Nos três antológicos discos gravados entre 1973 e 1977, o grupo baiano “os Tincoãs” combina harmonias vocais imbricadas, percussão afro-brasileira e, a partir do segundo álbum, arranjos para orquestra de músicos como João Donato e Oberdan Magalhães, da Banda Black Rio. Este legado está agora materializado em um precioso projeto Nós, os Tincoãs - livro com textos de autoria de Martinho da Vila, Capinam, Carlinhos Brown, Letieres Leite e Adelzon Alves, dentre outros, selecionados por Gringo Cardia e acompanhado dos CDs remasterizados.
Para justificar a linha de trabalho conduzida por Mateus Aleluia, neste seu retorno de Angola, onde viveu desde 1983, torna-se imperativo falar sobre o trabalho do grupo a partir dos anos 60, e registrado em disco na década de 70/80.
Quando retorna de Angola, no início dos anos 2000, Mateus Aleluia retoma a carreira musical. Após um período ministrando palestras e shows sobre o afro-barroco — linguagem que atravessa toda a sua criação — lança seu primeiro disco solo, Cinco Sentidos, em 2010. “Fogueira Doce”, segundo disco solo chega para consolidar a obra de um artista que, apesar de difundir tradições e memórias de um tempo antigo, não retira os olhos do presente. “Eu estou no meu hoje”, diz o griô moderno. “E meu hoje é contínuo, o meu hoje é gerundial. Ele tem uma vibração que não termina”.
Os Tincoãs
Mateus, juntamente com Dadinho, atendendo a voz do inconsciente ditado pela herança genética, passou a exteriorizar através do trabalho musical o sentimento ancestral que temperou o perfil cultural do recôncavo baiano no geral, e da cidade de Cachoeira em particular.

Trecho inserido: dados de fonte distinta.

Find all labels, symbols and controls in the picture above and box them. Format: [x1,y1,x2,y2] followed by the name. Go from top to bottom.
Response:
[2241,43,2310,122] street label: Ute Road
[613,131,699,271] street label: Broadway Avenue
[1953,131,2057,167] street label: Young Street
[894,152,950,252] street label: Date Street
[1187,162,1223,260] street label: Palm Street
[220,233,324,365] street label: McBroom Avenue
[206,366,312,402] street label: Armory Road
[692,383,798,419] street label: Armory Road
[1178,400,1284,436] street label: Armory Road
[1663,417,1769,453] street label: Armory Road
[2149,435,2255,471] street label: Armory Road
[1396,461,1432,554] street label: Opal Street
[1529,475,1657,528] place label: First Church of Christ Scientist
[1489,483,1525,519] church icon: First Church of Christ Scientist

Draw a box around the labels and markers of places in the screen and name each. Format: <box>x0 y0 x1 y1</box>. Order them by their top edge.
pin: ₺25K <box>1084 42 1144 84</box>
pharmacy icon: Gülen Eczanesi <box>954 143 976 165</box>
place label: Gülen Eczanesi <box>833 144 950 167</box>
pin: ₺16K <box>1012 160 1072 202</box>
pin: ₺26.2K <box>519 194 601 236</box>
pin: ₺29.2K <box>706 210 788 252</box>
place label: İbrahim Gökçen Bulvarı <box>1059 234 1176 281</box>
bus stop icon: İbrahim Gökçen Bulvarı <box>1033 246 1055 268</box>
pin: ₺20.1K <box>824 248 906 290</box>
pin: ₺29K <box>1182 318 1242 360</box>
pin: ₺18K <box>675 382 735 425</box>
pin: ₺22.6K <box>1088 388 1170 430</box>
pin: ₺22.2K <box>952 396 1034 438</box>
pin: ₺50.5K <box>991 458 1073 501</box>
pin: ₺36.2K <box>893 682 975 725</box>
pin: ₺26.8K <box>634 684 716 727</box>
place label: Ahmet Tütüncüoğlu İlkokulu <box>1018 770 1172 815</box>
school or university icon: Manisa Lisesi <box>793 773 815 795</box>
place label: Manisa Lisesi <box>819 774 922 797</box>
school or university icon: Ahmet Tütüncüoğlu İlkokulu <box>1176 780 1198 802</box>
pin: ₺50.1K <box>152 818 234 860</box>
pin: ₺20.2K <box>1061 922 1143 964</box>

Esta mescla de cultura responsável pela amálgama dos hábitos da cidade de Cachoeira, explodiu através do grupo em sua fase afro-barroca, sintetizado em 5 LPs, 4 compactos e algumas participações especiais.
No trabalho dos Tincoãs, se constatou a influência africana, bem à mostra, através dos cantos e ritmos das senzalas nos seus momentos de folguedos (sambas de roda) e também nos seus momentos ritualísticos (candomblé), contudo deixando à mostra os cantos oriundos do compêndio de música sacra católica e do popular domínio sacro cristão, e, pondo dentro do entendimento espontâneo sacro profano popular da Bahia todo um sincretismo cultural religioso bem patente em algumas das suas obras registradas no CD como: Oyá Pepê, Key Yemanjá e Lamento às águas, onde os cantos afros são interpretados dentro de uma temática rítmica harmônica barroca e cantos tradicionalmente barrocos como misericórdia e salmo são interpretados dentro de uma temática rítmica dos terreiros de candomblé.
Este casamento de culturas ancestrais dentro de um trabalho musical conferiu ao Tincoãs, por autoridades antropológicas, históricas, jornalísticas e musicais como Maestro Leonardo Bruno, Maestro Koellreutter - na ocasião Diretor do ICBA - Rio de Janeiro, Antropólogo e Etnólogo Babalaô Nigeriano Francis Ifá Kaiodê Akinwelere, Adelzon Alves - radialista e produtor discográfico, a condição de co-reanimadores da ancestralidade musical afro-brasileira.